┌──

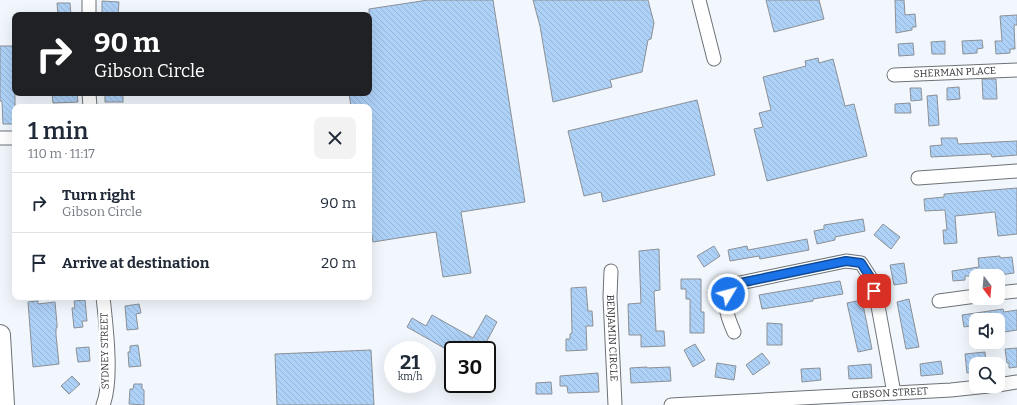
<!DOCTYPE html>
<meta charset="utf-8">
<style>
body{margin:0;font-family:Bitter,serif;background:#f2f2f3;color:#1f2937;height:100vh;display:flex;flex-direction:column;font-size:15px;white-space:nowrap}
*{box-sizing:border-box;margin:0}
p{font-size:13px;color:#747a83}
.icon{flex:none;width:22px;height:22px;fill:none;stroke:currentColor;stroke-width:2;stroke-linecap:round;stroke-linejoin:round}
.map{position:relative;flex:1;overflow:hidden}
.details{position:absolute;left:12px;top:104px;width:360px;height:196px;display:flex;flex-direction:column;background:#fff;border-radius:8px;box-shadow:0 4px 16px #0002}
.details>*{flex:none}
.banner{position:absolute;left:12px;top:12px;width:360px;height:84px;border-radius:8px;box-shadow:0 4px 16px #0002;background:#202124;color:#fff;overflow:hidden}
.needle{width:26px;rotate:164deg}
.fabs{position:absolute;left:969px;top:269px;display:grid;gap:8px}
.fabs a{display:grid;place-items:center;width:36px;height:36px;border-radius:8px;background:#fff;box-shadow:0 4px 16px #0002;font-size:20px}
.speed{position:absolute;left:384px;top:341px;display:flex;gap:8px;font-size:20px;font-weight:700;text-align:center}
.speed>*{display:grid;place-content:center;width:52px;height:52px;border-radius:50%;background:#fff;box-shadow:0 4px 16px #0002;line-height:1}
.speed small{font-size:10px;font-weight:400}
.speed .limit{border:2px solid #111;border-radius:6px;background:#fff;color:#111}
.pin{position:absolute;display:grid;place-items:center;width:34px;height:34px;color:#fff;margin:-17px;border-radius:8px;box-shadow:0 2px 6px #0006}
.me{position:absolute;width:44px;margin:-22px;rotate:53deg;stroke-linejoin:round;filter:drop-shadow(0 0 3px #0008)}
.turn{display:flex;align-items:center;gap:14px;height:84px;padding:0 16px;font-size:18px}
.turn .icon{width:52px;height:52px;stroke-width:2.5}
.turn b{display:block;font-size:28px;line-height:34px}
.round{display:grid;place-items:center;flex:none;width:42px;height:42px;border-radius:8px;background:#f2f2f3}
.head{display:flex;align-items:center;justify-content:space-between;height:68px;padding:0 16px}
h1{font-size:24px;font-weight:600;line-height:30px}
ul{padding:0;list-style:none}
li{display:flex;align-items:center;gap:12px;height:60px;padding:0 16px;border-top:1px solid #e0e1e3}
li div{flex:1}
li b{display:block;font-size:15px}
li em{font-style:normal}
.map>svg:first-child{display:block}
.building{fill:url(#building-back-hatch);stroke:#8b9096}
.lines{fill:none;stroke-linecap:round;stroke-linejoin:round}
.minor-casing{stroke:#6d7277;stroke-width:15}
.primary-casing{stroke:#6d7277;stroke-width:22}
.minor{stroke:#fff;stroke-width:13}
.primary{stroke:#fff;stroke-width:20}
.route-casing{stroke:#114b97;stroke-width:10}
.route{stroke:#1a73e8;stroke-width:7}
.labels{text-anchor:middle;dominant-baseline:central;stroke-width:4;stroke-linejoin:round;paint-order:stroke}
.street-label{font-size:10px;fill:#333538;stroke:#fff}
</style>
<div class="map">
<svg width="1017" height="405" viewBox="0 0 1017 405">
<defs>
<pattern id="building-back-hatch" width="6" height="6" patternUnits="userSpaceOnUse"><rect width="6" height="6" fill="#aed1f7"/><path d="M-1 5l2 2M0 0l6 6M5-1l2 2" fill="none" stroke="#96b4d4"/></pattern>
</defs>
<rect width="100%" height="100%" fill="#f1f7fd"/>
<g class="building">
<polygon points="428,0 493,0 525,202 461,212 471,273 443,277 436,232 373,242 369,218 369,107 351,107 349,93 369,93 369,9"/>
<polygon points="533,0 648,0 654,23 651,39 648,40 642,72 610,80 612,87 553,102 540,26"/>
<polygon points="766,0 819,0 824,19 774,32"/>
<polygon points="895,0 904,0 905,15 915,14 916,27 912,27 912,30 896,33"/>
<polygon points="102,1 119,2 118,15 102,15"/>
<polygon points="57,3 70,3 71,15 58,15"/>
<polygon points="1017,15 1017,25 1014,25 1015,49 1010,49 1010,53 996,54 995,41 1002,41 1000,16"/>
<polygon points="982,40 983,48 977,49 977,53 963,54 962,41"/>
<polygon points="945,41 945,54 932,54 931,42"/>
<polygon points="913,43 914,55 899,56 898,44"/>
<polygon points="0,46 13,46 13,66 15,66 15,124 3,124 2,101 0,101"/>
<polygon points="818,58 819,63 833,59 845,106 854,104 867,156 767,181 754,129 763,127 759,113 771,110 763,77 806,66 805,61"/>
<polygon points="982,79 996,79 997,99 983,99"/>
<polygon points="959,87 960,99 947,100 947,88"/>
<polygon points="910,88 921,88 922,100 911,101"/>
<polygon points="52,93 77,93 78,102 53,103"/>
<rect x="105" y="93" width="18" height="9"/>
<polygon points="937,95 939,125 929,126 927,96"/>
<polygon points="697,100 715,175 603,202 601,192 584,196 568,131"/>
<polygon points="910,103 911,113 895,113 895,104"/>
<polygon points="941,138 957,138 958,144 1017,141 1017,155 992,157 991,154 931,157 930,146 942,145"/>
<polygon points="1017,188 1017,234 998,236 995,212 955,216 957,243 944,244 943,230 947,230 945,210 925,211 924,199 944,197 944,194"/>
<polygon points="863,219 865,231 835,237 835,240 817,244 814,231 824,229 824,225"/>
<polygon points="883,224 900,237 891,249 874,235"/>
<polygon points="807,239 809,250 760,259 759,256 730,261 728,250 747,246 748,250"/>
<polygon points="714,246 720,256 704,267 697,256"/>
<polygon points="659,249 660,290 654,291 656,331 664,331 665,346 641,347 641,335 629,335 628,304 641,303 639,251"/>
<polygon points="1000,256 1000,258 1012,257 1014,273 993,276 965,276 965,280 953,281 952,271 979,267 978,258"/>
<polygon points="904,263 907,283 894,285 890,265"/>
<polygon points="681,279 701,279 701,312 704,312 704,333 690,333 690,299 686,299 686,289 681,289"/>
<polygon points="840,281 843,294 813,299 813,301 762,309 759,295"/>
<polygon points="586,287 588,311 592,311 593,326 586,326 587,350 566,351 566,339 570,339 570,334 572,333 571,288"/>
<polygon points="909,299 919,347 906,349 897,302"/>
<polygon points="85,300 87,321 82,321 83,327 74,328 72,308 75,308 74,301"/>
<polygon points="862,300 872,349 858,352 847,303"/>
<polygon points="38,301 38,304 55,302 57,324 57,328 56,328 56,335 59,364 33,367 28,302"/>
<polygon points="139,304 141,313 136,314 138,329 127,330 125,306"/>
<polygon points="1003,309 1004,312 1017,310 1017,330 998,333 998,320 976,320 976,325 964,327 962,315"/>
<polygon points="432,315 473,338 486,315 497,322 482,350 453,350 453,353 407,327 412,318 426,326"/>
<polygon points="767,323 782,324 782,345 767,345"/>
<polygon points="695,344 705,360 693,367 684,350"/>
<polygon points="138,345 141,366 129,367 128,352 130,352 130,346"/>
<polygon points="89,347 90,361 78,362 76,348"/>
<polygon points="1017,348 1017,367 1009,368 1009,363 1007,363 1005,349"/>
<polygon points="371,350 374,405 277,405 275,354"/>
<polygon points="985,352 986,364 976,364 976,372 967,373 965,354"/>
<polygon points="762,353 770,363 753,375 746,365"/>
<polygon points="941,361 943,374 921,376 920,364"/>
<polygon points="717,363 736,366 734,380 715,377"/>
<polygon points="871,364 872,378 849,379 848,366"/>
<polygon points="647,367 647,368 670,367 671,381 631,383 630,368"/>
<polygon points="820,368 821,380 802,382 801,369"/>
<polygon points="598,373 599,392 568,393 567,386 560,386 560,376"/>
<polygon points="72,376 80,384 69,394 61,386"/>
<polygon points="551,382 552,394 536,394 536,383"/>
<polygon points="134,384 142,384 142,389 144,390 144,405 129,404 130,389 133,389"/>
</g>
<g class="lines">
<g class="minor-casing">
<g id="minor">
<polyline points="699,0 714,59"/>
<polyline points="89,15 89,0"/>
<path id="s1" d="M894,75l123,-5"/>
<polyline points="89,93 90,107"/>
<polyline points="0,138 15,138"/>
<polyline points="918,178 1017,171"/>
<path id="s2" d="M611,271l-1,26 5,108"/>
<polyline points="998,293 1017,291"/>
<polyline points="939,301 976,296"/>
<path d="M734,332c-8,-18 -13,-32 1,-48l111,-23 15,2 9,14 8,29 16,87"/>
<polyline points="998,385 1017,382"/>
<path d="M103,405c10,-25 3,-80 0,-108"/>
<path id="s3" d="M671,405l280,-15 37,-4"/>
</g>
</g>
<g class="primary-casing">
<polyline id="primary" points="0,335 4,405"/>
</g>
<use href="#minor" class="minor"/>
<use href="#primary" class="primary"/>
</g>
<g class="lines">
<g class="route-casing">
<polyline id="route" points="728,294 735,284 846,261 861,263 870,277 874,291"/>
</g>
<use href="#route" class="route"/>
</g>
<g class="labels">
<g class="street-label">
<text stroke="none"><textPath href="#s1" startOffset="61">SHERMAN PLACE</textPath></text>
<text stroke="none"><textPath href="#s2" startOffset="67">BENJAMIN CIRCLE</textPath></text>
<text transform="translate(105 351) rotate(-91)">SYDNEY STREET</text>
<text stroke="none"><textPath href="#s3" startOffset="219">GIBSON STREET</textPath></text>
</g>
</g>
</svg>
<div class="fabs">
<a><svg class="needle" viewBox="-14 -14 28 28"><path d="M0-13l5 13h-10z" fill="#e53935"/><path d="M0 13l5-13h-10z" fill="#747a83"/></svg></a>
<a><svg class="icon" aria-label="sound" viewBox="0 0 24 24"><path d="M4 9h4l5-4v14l-5-4H4zM17 9q2 3 0 6"/></svg></a>
<a><svg class="icon" aria-label="search" viewBox="0 0 24 24"><circle cx="10" cy="10" r="6"/><path d="M15 15l6 6"/></svg></a>
</div>
<div class="speed"><div>21<small>km/h</small></div><div class="limit">30</div></div>
<div class="pin" style="left:874px;top:291px;background:#d93025"><svg class="icon" aria-label="arrive" viewBox="0 0 24 24"><path d="M6 21V4h12l-3 4 3 4H6"/></svg></div>
<svg class="me" style="left:728px;top:294px" viewBox="-20 -20 40 40"><circle r="17" fill="#1a73e8" stroke="#fff" stroke-width="3"/><path d="M0-11L8 9 0 5-8 9z" fill="#fff"/></svg>
<div class="banner">
<div class="turn"><svg class="icon" aria-label="right" viewBox="0 0 24 24"><path d="M7 20v-9h11M14 6l5 5-5 5"/></svg><div><b>90 m</b>Gibson Circle</div></div>
</div>
<section class="details">
<div class="head"><div><h1>1 min</h1><p>110 m · 11:17</p></div><a class="round"><svg class="icon" aria-label="close" viewBox="0 0 24 24"><path d="M6 6l12 12M18 6L6 18"/></svg></a></div>
<ul>
<li><svg class="icon" aria-label="right" viewBox="0 0 24 24"><path d="M7 20v-9h11M14 6l5 5-5 5"/></svg><div><b>Turn right</b><p>Gibson Circle</p></div><em>90 m</em></li>
<li><svg class="icon" aria-label="arrive" viewBox="0 0 24 24"><path d="M6 21V4h12l-3 4 3 4H6"/></svg><div><b>Arrive at destination</b></div><em>20 m</em></li>
</ul>
</section>
</div>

└──

▸ PROBLEM TO SOLVE: Every line of the data above that includes "building" should be listed.

▸ TASK RESULT:
.building{fill:url(#building-back-hatch);stroke:#8b9096}
<pattern id="building-back-hatch" width="6" height="6" patternUnits="userSpaceOnUse"><rect width="6" height="6" fill="#aed1f7"/><path d="M-1 5l2 2M0 0l6 6M5-1l2 2" fill="none" stroke="#96b4d4"/></pattern>
<g class="building">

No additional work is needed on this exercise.